▶ PROMPT:
Could you restate the data below word for word, without its pictures?

▶ SOURCE MATERIAL:
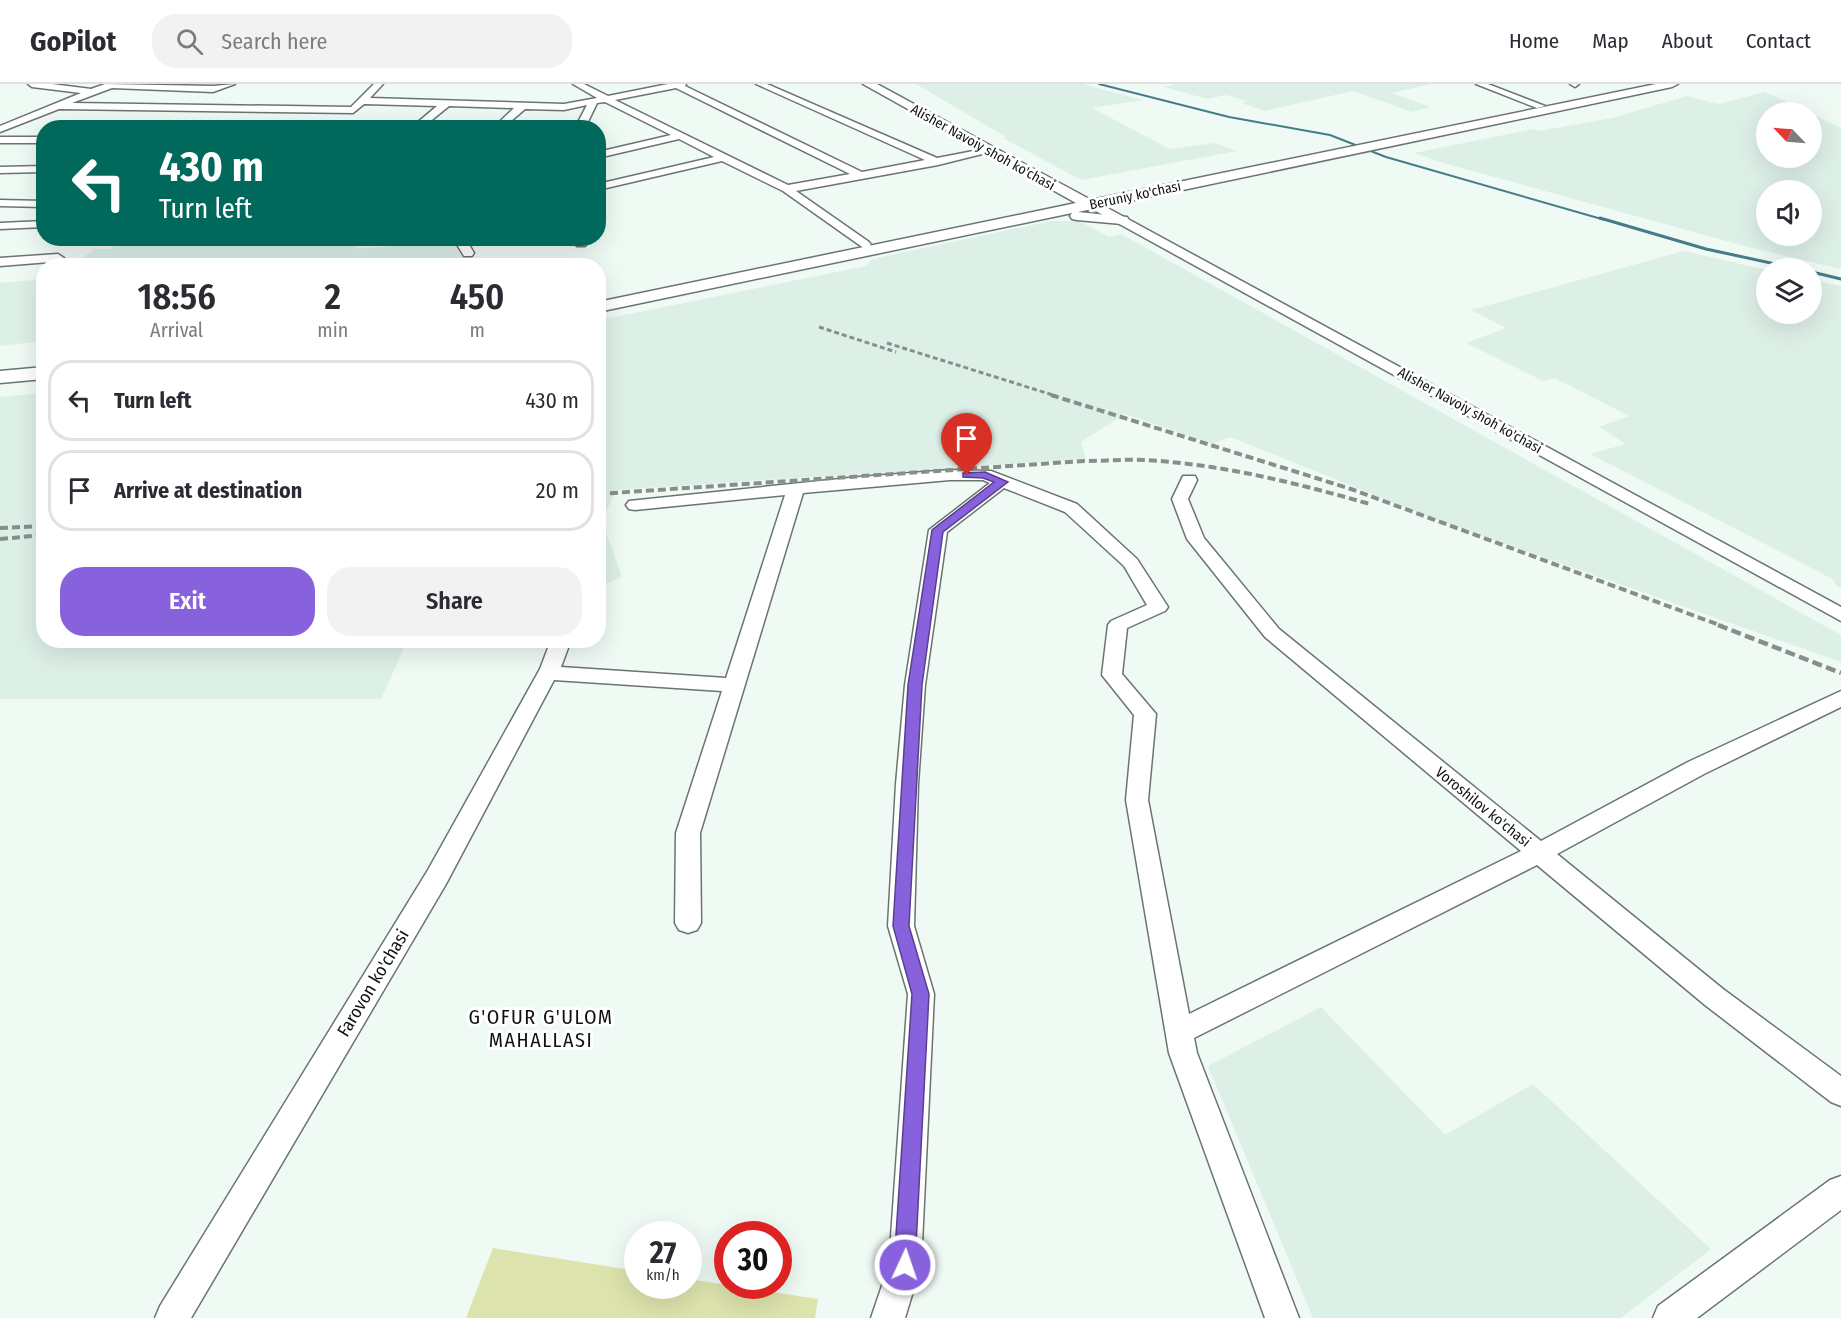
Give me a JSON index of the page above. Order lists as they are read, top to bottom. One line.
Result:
{"streets":{"main road":["Alisher Navoiy shoh ko'chasi","Beruniy ko'chasi"],"street":["Voroshilov ko'chasi","Farovon ko'chasi"]},"crossings":[["Alisher Navoiy shoh ko'chasi","Beruniy ko'chasi"]],"districts":["G'OFUR G'ULOM MAHALLASI"],"north":"top left","page":{"header":"GoPilot","search":"Search here","nav":["Home","Map","About","Contact"],"turn":["430 m","Turn left"],"eta":["18:56","Arrival","2","min","450","m"],"list":[{"name":"Turn left","value":"430 m"},{"name":"Arrive at destination","value":"20 m"}],"buttons":["Exit","Share"],"speed":"27 km/h","limit":"30"}}
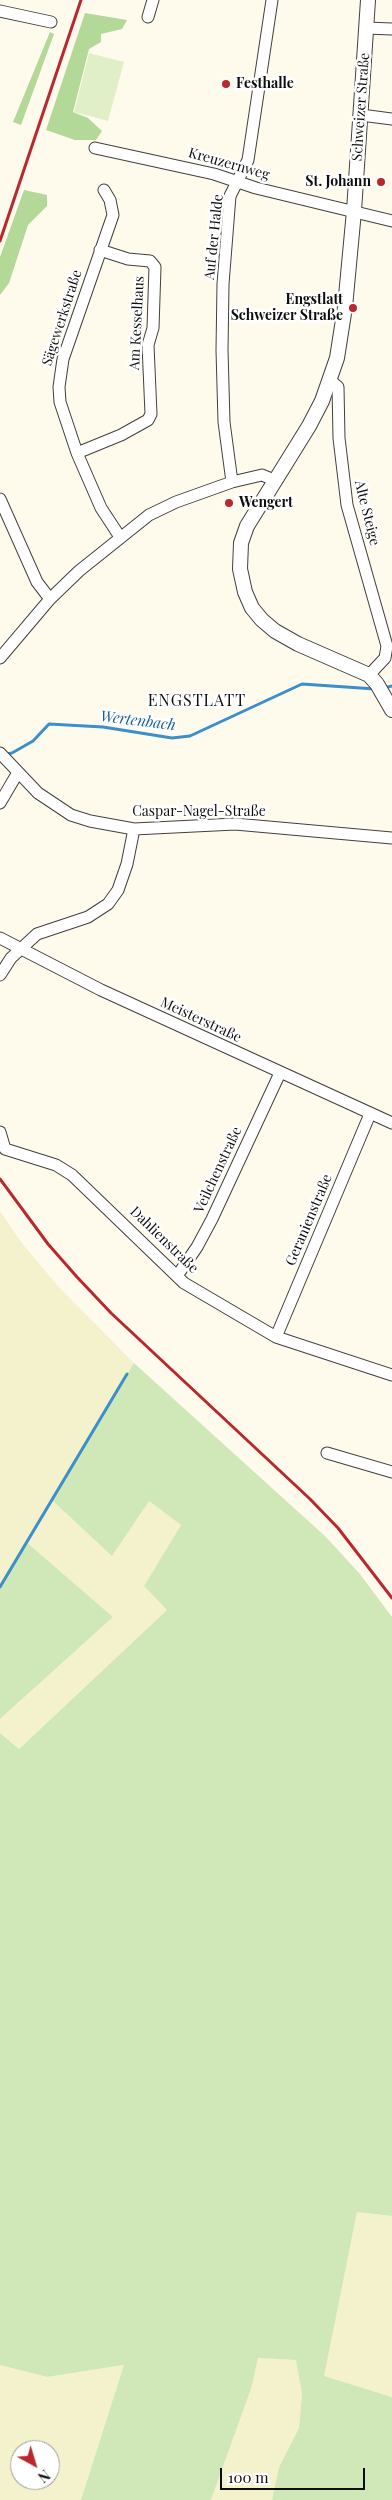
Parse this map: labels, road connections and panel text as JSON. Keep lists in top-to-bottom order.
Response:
{
  "streets": {
    "street": [
      "Schweizer Straße",
      "Kreuzernweg",
      "Auf der Halde",
      "Sägewerkstraße",
      "Am Kesselhaus",
      "Alte Steige",
      "Caspar-Nagel-Straße",
      "Meisterstraße",
      "Veilchenstraße",
      "Geranienstraße",
      "Dahlienstraße"
    ]
  },
  "crossings": [
    ["Schweizer Straße", "Kreuzernweg"],
    ["Schweizer Straße", "Alte Steige"],
    ["Kreuzernweg", "Auf der Halde"],
    ["Sägewerkstraße", "Am Kesselhaus"],
    ["Meisterstraße", "Veilchenstraße"],
    ["Meisterstraße", "Geranienstraße"],
    ["Veilchenstraße", "Dahlienstraße"],
    ["Geranienstraße", "Dahlienstraße"]
  ],
  "districts": ["ENGSTLATT"],
  "water": ["Wertenbach"],
  "places": [
    "Festhalle",
    "St. Johann",
    "Engstlatt Schweizer Straße",
    "Wengert"
  ],
  "scale_bar": "100 m",
  "north": "bottom right"
}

▶ OUTPUT OF THE TASK:
Give me a JSON index of the page above. Order lists as they are read, top to bottom. One line.
Result:
{"streets":{"main road":["Alisher Navoiy shoh ko'chasi","Beruniy ko'chasi"],"street":["Voroshilov ko'chasi","Farovon ko'chasi"]},"crossings":[["Alisher Navoiy shoh ko'chasi","Beruniy ko'chasi"]],"districts":["G'OFUR G'ULOM MAHALLASI"],"north":"top left","page":{"header":"GoPilot","search":"Search here","nav":["Home","Map","About","Contact"],"turn":["430 m","Turn left"],"eta":["18:56","Arrival","2","min","450","m"],"list":[{"name":"Turn left","value":"430 m"},{"name":"Arrive at destination","value":"20 m"}],"buttons":["Exit","Share"],"speed":"27 km/h","limit":"30"}}
Parse this map: labels, road connections and panel text as JSON. Keep lists in top-to-bottom order.
Response:
{
  "streets": {
    "street": [
      "Schweizer Straße",
      "Kreuzernweg",
      "Auf der Halde",
      "Sägewerkstraße",
      "Am Kesselhaus",
      "Alte Steige",
      "Caspar-Nagel-Straße",
      "Meisterstraße",
      "Veilchenstraße",
      "Geranienstraße",
      "Dahlienstraße"
    ]
  },
  "crossings": [
    ["Schweizer Straße", "Kreuzernweg"],
    ["Schweizer Straße", "Alte Steige"],
    ["Kreuzernweg", "Auf der Halde"],
    ["Sägewerkstraße", "Am Kesselhaus"],
    ["Meisterstraße", "Veilchenstraße"],
    ["Meisterstraße", "Geranienstraße"],
    ["Veilchenstraße", "Dahlienstraße"],
    ["Geranienstraße", "Dahlienstraße"]
  ],
  "districts": ["ENGSTLATT"],
  "water": ["Wertenbach"],
  "places": [
    "Festhalle",
    "St. Johann",
    "Engstlatt Schweizer Straße",
    "Wengert"
  ],
  "scale_bar": "100 m",
  "north": "bottom right"
}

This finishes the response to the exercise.